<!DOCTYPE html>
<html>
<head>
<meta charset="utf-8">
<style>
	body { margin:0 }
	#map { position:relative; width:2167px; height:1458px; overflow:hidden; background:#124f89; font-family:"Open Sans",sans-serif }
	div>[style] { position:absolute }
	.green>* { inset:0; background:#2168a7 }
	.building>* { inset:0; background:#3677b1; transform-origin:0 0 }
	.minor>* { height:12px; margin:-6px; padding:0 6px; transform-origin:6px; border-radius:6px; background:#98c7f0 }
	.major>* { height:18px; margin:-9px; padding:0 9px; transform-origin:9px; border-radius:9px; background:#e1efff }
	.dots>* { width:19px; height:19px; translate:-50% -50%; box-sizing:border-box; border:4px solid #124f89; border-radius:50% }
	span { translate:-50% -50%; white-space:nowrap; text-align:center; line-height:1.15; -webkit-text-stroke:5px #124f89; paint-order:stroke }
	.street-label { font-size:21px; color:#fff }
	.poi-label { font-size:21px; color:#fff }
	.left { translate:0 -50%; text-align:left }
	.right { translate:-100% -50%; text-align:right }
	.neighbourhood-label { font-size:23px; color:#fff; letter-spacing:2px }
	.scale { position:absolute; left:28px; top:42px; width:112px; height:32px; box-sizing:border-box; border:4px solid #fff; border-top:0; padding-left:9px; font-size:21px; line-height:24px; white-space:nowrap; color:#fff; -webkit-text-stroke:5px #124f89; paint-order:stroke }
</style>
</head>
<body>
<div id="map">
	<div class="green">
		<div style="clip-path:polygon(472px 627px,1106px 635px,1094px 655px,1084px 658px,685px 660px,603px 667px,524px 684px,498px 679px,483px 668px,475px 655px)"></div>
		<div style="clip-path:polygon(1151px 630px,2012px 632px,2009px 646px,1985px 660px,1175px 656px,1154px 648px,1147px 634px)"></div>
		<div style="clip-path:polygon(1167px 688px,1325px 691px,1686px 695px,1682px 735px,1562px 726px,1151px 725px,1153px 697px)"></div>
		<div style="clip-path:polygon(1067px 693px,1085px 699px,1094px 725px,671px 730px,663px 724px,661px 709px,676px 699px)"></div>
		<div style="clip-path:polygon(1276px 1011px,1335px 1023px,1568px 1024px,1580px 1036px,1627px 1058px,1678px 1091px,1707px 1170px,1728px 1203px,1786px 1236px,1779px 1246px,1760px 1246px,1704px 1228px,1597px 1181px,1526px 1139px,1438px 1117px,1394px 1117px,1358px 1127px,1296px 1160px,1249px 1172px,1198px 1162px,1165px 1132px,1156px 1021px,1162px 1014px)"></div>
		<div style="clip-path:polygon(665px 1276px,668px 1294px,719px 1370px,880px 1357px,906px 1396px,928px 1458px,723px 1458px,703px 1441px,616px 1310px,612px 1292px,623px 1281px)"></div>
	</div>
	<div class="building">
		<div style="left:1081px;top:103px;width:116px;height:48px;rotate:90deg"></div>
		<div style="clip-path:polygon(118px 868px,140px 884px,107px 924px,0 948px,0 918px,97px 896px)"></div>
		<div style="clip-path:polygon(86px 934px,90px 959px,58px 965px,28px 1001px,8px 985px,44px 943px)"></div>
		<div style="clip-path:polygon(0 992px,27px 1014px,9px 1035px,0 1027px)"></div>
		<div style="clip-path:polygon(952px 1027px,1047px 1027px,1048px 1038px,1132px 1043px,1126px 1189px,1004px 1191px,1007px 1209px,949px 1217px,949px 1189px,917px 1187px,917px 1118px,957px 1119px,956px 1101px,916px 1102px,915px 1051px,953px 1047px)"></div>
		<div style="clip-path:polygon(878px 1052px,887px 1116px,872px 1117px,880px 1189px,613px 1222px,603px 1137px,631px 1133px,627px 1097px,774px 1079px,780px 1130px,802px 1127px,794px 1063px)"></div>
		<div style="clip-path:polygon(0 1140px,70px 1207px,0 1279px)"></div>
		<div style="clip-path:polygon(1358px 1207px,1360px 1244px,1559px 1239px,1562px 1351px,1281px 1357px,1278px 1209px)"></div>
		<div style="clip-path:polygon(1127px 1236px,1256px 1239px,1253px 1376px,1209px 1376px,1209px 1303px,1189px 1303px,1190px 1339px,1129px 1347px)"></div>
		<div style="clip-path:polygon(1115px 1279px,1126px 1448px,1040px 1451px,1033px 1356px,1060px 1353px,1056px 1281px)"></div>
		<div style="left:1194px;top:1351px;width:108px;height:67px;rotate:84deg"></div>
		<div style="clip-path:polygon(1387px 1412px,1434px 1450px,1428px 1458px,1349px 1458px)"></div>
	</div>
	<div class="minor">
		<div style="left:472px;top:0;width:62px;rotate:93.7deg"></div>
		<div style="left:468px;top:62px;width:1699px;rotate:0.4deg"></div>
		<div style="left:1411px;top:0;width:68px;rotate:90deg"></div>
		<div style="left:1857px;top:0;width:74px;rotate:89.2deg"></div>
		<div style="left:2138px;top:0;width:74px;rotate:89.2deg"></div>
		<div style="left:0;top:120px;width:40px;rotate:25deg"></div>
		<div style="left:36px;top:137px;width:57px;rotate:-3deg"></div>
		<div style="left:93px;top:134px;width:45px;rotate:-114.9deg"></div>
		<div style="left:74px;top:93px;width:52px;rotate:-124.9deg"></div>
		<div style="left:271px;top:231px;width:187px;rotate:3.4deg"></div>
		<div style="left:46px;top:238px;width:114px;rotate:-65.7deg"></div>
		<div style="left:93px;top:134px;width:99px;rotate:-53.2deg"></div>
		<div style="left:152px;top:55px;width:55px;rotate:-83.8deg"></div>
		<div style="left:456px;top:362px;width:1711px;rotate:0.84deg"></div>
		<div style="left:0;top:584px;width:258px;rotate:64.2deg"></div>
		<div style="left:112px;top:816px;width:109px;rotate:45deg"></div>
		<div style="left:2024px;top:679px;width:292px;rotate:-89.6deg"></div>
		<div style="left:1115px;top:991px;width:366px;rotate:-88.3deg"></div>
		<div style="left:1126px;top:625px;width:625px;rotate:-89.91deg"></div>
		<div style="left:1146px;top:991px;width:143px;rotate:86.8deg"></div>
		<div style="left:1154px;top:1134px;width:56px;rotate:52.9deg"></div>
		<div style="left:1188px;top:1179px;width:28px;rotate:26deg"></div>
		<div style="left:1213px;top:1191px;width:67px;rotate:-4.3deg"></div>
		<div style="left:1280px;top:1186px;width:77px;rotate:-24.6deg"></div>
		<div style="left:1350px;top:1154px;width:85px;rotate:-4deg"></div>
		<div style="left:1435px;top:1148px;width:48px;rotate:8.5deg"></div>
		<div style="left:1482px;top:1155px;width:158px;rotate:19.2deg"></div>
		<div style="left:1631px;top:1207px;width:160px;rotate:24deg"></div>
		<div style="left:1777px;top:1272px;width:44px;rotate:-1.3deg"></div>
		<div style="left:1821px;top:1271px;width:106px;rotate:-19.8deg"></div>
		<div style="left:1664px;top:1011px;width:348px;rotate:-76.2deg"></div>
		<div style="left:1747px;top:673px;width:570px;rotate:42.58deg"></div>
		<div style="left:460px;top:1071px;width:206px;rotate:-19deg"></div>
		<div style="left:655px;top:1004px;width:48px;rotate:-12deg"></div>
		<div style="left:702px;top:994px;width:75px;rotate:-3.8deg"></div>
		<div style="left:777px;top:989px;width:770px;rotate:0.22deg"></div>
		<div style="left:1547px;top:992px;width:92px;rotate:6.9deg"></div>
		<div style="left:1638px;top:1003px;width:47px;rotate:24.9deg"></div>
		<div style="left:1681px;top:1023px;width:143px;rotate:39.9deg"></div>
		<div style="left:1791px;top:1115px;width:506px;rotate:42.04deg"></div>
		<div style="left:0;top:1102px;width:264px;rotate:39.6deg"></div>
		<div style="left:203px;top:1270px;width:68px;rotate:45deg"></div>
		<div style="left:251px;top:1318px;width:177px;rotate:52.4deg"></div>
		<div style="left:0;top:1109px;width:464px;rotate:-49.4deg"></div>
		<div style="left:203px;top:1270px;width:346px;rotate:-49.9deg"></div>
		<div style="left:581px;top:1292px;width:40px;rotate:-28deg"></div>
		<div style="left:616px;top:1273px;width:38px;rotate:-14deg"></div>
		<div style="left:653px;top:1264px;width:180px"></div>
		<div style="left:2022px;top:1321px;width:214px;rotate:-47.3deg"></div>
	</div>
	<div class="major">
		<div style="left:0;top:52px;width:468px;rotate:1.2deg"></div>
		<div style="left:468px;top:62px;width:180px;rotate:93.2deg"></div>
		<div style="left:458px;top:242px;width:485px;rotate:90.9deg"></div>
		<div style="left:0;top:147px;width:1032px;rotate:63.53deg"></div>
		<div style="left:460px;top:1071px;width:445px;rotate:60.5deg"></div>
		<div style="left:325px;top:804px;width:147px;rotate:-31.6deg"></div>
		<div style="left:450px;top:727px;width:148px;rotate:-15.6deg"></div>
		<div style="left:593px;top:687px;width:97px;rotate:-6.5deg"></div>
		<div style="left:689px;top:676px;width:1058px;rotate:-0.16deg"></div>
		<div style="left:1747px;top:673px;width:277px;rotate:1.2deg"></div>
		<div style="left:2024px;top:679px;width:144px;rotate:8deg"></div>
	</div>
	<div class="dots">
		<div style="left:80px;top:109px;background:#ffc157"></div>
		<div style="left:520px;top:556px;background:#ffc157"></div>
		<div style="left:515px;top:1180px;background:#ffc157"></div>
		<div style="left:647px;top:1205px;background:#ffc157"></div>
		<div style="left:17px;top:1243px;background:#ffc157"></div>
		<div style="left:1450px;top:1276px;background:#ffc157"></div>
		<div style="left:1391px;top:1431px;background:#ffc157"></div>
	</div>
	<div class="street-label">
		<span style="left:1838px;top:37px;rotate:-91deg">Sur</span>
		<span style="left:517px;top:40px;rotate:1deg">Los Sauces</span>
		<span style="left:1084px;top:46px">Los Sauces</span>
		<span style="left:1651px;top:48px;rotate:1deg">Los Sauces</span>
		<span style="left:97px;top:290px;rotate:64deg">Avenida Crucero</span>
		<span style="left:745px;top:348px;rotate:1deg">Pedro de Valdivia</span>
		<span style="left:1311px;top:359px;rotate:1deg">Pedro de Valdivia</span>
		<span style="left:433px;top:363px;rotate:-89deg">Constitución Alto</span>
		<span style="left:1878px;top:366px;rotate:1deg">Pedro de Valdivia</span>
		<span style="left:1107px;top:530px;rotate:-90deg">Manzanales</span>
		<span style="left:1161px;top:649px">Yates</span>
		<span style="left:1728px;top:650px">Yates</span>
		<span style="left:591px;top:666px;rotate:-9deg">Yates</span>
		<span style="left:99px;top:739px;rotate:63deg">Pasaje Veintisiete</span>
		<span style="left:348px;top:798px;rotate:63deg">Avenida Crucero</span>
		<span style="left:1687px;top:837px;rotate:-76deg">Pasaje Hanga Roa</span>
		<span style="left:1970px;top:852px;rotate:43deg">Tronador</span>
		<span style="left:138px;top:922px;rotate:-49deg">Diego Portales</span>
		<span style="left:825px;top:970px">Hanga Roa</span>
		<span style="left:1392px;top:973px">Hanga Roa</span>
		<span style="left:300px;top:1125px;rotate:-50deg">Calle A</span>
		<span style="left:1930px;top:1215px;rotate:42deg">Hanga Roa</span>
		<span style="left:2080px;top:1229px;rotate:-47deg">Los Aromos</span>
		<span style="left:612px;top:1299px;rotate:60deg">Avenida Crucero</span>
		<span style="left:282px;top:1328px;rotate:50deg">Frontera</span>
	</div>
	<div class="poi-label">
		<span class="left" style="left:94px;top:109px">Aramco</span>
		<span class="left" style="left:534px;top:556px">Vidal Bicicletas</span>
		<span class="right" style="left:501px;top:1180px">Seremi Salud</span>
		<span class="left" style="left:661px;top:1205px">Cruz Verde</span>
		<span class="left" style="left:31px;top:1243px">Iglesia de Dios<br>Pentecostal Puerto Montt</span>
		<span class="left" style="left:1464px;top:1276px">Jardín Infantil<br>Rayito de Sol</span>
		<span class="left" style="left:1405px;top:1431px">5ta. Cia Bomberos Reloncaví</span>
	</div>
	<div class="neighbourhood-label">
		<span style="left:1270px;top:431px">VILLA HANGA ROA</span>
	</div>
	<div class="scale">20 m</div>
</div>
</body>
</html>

■ **Work request**: Repeat exactly the lines from the line containing "Dios<br>Pentecostal Puerto Montt</span>" through the end of the listing above; both boundary lines are part of the output.

■ **Output for this exercise**:
		<span class="left" style="left:31px;top:1243px">Iglesia de Dios<br>Pentecostal Puerto Montt</span>
		<span class="left" style="left:1464px;top:1276px">Jardín Infantil<br>Rayito de Sol</span>
		<span class="left" style="left:1405px;top:1431px">5ta. Cia Bomberos Reloncaví</span>
	</div>
	<div class="neighbourhood-label">
		<span style="left:1270px;top:431px">VILLA HANGA ROA</span>
	</div>
	<div class="scale">20 m</div>
</div>
</body>
</html>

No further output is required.